The response should contain only those lines of the entries below that include the string "Dickens".
═════ RECORDS FOR THIS TASK
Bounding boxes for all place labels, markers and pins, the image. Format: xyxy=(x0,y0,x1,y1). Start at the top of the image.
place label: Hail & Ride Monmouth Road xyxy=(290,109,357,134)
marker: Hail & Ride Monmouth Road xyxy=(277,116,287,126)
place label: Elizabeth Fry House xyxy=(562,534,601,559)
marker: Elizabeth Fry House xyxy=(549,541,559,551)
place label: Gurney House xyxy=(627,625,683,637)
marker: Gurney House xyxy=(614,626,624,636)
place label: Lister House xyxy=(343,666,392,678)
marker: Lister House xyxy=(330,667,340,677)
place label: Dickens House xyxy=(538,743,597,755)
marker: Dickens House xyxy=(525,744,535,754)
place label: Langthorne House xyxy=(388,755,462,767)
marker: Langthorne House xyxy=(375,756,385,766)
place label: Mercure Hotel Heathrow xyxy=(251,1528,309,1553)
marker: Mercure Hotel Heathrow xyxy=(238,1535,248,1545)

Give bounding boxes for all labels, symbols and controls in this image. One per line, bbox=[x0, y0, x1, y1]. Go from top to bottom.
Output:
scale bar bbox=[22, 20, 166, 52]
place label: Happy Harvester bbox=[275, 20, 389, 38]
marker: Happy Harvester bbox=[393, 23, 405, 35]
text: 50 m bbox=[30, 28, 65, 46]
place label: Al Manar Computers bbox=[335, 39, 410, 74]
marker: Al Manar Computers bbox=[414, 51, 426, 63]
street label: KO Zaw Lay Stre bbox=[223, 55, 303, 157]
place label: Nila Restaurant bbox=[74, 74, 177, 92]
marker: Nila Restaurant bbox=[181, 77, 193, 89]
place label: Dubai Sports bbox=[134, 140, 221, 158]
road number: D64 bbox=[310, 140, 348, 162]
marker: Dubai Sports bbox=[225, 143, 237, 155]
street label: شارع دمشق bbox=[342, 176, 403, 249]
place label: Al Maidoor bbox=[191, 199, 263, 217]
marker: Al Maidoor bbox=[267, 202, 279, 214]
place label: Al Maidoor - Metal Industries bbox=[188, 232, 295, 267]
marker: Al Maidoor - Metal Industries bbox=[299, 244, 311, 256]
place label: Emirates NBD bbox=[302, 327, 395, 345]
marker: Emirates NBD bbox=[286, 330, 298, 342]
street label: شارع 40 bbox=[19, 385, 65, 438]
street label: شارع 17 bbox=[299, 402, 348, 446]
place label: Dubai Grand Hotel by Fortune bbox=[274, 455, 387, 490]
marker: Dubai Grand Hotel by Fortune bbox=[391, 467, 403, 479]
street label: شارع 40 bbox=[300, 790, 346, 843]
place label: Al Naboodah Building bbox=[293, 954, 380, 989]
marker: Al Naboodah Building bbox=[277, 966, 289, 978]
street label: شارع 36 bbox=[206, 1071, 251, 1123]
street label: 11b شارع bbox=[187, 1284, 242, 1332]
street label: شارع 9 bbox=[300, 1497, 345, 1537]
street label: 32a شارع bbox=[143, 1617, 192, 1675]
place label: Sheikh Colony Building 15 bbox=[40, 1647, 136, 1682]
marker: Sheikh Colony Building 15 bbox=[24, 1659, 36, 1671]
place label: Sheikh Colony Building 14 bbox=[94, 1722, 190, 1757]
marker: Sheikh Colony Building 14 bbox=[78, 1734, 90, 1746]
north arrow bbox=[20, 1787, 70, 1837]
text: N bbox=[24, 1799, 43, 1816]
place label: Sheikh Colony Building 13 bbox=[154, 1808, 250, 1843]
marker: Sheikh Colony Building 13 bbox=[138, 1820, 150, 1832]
══════════
• YOUR SOLUTION
place label: Dickens House xyxy=(538,743,597,755)
marker: Dickens House xyxy=(525,744,535,754)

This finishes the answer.